_TASK TO CARRY OUT_
Wherever the word "parking" shows up in the data, report the line it sits in.

Start of INFORMATION SUPPLIED

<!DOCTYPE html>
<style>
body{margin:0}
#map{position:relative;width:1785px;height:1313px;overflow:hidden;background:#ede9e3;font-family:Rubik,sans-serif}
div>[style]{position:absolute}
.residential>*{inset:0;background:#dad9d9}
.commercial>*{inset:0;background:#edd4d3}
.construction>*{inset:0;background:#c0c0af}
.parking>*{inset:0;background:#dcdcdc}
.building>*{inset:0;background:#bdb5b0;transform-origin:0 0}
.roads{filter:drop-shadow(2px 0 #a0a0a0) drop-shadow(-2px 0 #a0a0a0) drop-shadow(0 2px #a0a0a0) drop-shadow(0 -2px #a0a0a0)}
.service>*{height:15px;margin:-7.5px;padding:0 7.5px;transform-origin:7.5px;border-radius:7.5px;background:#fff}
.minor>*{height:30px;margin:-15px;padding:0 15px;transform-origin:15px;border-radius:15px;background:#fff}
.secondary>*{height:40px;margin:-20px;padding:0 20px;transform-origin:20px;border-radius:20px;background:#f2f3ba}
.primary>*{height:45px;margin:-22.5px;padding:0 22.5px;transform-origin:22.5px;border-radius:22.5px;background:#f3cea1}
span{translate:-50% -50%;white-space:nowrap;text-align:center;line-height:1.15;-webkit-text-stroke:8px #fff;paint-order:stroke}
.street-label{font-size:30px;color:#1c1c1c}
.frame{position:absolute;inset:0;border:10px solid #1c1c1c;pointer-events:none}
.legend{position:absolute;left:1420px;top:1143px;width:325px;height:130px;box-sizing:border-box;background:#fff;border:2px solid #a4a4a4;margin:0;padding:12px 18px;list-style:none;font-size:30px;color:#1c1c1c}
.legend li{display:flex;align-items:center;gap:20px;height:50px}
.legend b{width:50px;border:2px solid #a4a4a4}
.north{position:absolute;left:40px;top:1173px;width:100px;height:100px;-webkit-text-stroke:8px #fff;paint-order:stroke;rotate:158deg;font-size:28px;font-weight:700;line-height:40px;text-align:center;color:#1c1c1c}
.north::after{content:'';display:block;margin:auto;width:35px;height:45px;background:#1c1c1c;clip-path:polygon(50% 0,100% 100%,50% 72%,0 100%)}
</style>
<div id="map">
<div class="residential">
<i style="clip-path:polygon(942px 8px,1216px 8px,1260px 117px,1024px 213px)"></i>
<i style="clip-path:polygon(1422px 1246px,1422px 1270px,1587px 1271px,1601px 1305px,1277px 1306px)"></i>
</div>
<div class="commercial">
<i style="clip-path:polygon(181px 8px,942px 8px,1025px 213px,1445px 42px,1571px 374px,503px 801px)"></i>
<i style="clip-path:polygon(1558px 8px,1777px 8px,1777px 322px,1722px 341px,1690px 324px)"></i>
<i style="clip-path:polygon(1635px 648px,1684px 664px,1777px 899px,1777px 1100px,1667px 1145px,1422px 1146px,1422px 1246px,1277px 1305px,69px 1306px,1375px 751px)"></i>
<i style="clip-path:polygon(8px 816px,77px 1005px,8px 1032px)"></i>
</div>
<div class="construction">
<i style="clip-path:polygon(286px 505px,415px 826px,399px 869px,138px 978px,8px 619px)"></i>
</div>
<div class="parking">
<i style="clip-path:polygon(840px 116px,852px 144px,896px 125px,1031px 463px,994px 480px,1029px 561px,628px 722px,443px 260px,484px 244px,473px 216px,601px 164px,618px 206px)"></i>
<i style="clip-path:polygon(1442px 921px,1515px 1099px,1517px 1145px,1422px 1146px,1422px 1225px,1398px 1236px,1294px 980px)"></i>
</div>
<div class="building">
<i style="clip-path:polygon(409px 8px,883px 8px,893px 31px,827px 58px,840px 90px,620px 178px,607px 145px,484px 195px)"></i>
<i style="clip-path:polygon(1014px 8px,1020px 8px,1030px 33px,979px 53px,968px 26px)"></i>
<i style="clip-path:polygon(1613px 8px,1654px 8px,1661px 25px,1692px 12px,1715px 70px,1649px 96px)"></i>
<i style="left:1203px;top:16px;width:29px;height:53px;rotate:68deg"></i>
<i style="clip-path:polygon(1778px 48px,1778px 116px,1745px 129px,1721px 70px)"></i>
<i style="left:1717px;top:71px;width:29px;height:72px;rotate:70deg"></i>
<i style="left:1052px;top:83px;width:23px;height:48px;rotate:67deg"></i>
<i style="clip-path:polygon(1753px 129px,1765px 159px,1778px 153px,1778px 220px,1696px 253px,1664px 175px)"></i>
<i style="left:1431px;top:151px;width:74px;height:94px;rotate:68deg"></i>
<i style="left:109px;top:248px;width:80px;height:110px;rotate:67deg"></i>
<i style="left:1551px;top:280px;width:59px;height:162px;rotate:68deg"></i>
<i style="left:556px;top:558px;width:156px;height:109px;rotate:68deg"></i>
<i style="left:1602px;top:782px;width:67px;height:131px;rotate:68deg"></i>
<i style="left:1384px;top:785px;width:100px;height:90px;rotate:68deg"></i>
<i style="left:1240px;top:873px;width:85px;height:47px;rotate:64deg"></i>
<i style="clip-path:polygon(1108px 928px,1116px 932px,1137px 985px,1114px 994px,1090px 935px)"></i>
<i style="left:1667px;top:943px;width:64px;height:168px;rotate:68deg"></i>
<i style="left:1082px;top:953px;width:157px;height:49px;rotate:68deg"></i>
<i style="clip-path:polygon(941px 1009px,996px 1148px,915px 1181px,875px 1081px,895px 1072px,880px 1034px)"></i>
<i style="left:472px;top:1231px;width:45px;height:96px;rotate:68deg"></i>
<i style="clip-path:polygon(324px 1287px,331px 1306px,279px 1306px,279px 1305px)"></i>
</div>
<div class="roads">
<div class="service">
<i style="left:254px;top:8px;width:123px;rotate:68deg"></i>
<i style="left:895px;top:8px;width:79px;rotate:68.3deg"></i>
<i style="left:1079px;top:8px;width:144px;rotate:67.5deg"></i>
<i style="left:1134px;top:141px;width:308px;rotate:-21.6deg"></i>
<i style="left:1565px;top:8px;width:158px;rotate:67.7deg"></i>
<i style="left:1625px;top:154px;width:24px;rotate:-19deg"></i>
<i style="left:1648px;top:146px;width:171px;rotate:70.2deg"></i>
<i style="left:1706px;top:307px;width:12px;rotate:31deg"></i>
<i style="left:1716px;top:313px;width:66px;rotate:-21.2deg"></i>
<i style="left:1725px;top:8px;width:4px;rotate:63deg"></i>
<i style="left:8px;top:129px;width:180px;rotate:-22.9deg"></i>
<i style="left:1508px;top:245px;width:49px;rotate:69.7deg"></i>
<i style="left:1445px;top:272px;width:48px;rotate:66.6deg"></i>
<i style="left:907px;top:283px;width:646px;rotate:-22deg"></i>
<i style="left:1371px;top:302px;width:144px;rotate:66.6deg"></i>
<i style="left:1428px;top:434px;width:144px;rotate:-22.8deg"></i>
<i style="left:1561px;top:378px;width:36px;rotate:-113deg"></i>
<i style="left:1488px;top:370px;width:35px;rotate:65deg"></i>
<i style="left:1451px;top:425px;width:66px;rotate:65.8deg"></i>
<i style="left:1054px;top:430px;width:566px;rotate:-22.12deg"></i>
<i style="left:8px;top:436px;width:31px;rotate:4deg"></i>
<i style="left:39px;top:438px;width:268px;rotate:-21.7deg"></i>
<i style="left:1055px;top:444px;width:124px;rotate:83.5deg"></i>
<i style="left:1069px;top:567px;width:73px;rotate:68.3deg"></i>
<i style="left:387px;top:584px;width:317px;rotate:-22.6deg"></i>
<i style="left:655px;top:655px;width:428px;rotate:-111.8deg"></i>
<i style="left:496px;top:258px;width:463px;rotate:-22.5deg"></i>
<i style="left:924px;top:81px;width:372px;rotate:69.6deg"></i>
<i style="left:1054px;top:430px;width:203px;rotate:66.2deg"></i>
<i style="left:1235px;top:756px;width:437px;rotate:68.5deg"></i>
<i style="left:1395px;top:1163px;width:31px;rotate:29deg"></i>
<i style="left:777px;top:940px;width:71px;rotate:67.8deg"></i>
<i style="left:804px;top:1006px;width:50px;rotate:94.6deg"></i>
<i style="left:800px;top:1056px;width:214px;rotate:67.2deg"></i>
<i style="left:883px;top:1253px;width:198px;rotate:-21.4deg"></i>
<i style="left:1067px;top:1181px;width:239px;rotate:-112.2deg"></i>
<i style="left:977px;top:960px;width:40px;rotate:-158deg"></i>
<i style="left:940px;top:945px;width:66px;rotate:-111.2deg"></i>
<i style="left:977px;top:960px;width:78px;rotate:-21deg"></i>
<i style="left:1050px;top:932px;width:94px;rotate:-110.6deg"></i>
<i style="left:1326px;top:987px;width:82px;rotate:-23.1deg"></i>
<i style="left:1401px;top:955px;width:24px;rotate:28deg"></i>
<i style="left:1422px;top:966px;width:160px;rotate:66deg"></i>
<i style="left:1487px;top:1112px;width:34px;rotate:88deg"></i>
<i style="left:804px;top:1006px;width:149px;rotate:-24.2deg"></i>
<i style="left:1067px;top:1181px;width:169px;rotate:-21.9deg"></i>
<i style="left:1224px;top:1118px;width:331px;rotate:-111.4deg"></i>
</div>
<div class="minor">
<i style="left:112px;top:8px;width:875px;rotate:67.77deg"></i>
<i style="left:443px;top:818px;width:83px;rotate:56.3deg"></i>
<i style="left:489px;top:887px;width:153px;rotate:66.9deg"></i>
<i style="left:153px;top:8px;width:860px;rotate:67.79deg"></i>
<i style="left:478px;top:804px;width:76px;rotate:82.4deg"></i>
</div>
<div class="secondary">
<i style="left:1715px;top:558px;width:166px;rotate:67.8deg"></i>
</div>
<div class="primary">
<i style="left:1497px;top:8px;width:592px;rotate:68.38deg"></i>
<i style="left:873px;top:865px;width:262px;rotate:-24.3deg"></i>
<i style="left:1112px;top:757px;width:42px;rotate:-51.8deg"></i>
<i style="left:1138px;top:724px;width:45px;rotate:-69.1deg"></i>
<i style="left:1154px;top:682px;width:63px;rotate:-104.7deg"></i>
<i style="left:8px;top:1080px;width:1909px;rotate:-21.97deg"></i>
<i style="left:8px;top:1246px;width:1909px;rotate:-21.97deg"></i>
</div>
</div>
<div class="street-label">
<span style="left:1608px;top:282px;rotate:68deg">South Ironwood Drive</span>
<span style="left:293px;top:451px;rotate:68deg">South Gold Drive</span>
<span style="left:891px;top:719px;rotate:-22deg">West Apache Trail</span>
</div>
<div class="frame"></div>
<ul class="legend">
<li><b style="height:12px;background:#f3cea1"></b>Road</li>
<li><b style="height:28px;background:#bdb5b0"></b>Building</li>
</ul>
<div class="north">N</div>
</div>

End of INFORMATION SUPPLIED

_REPLY TO THE EXERCISE_
.parking>*{inset:0;background:#dcdcdc}
<div class="parking">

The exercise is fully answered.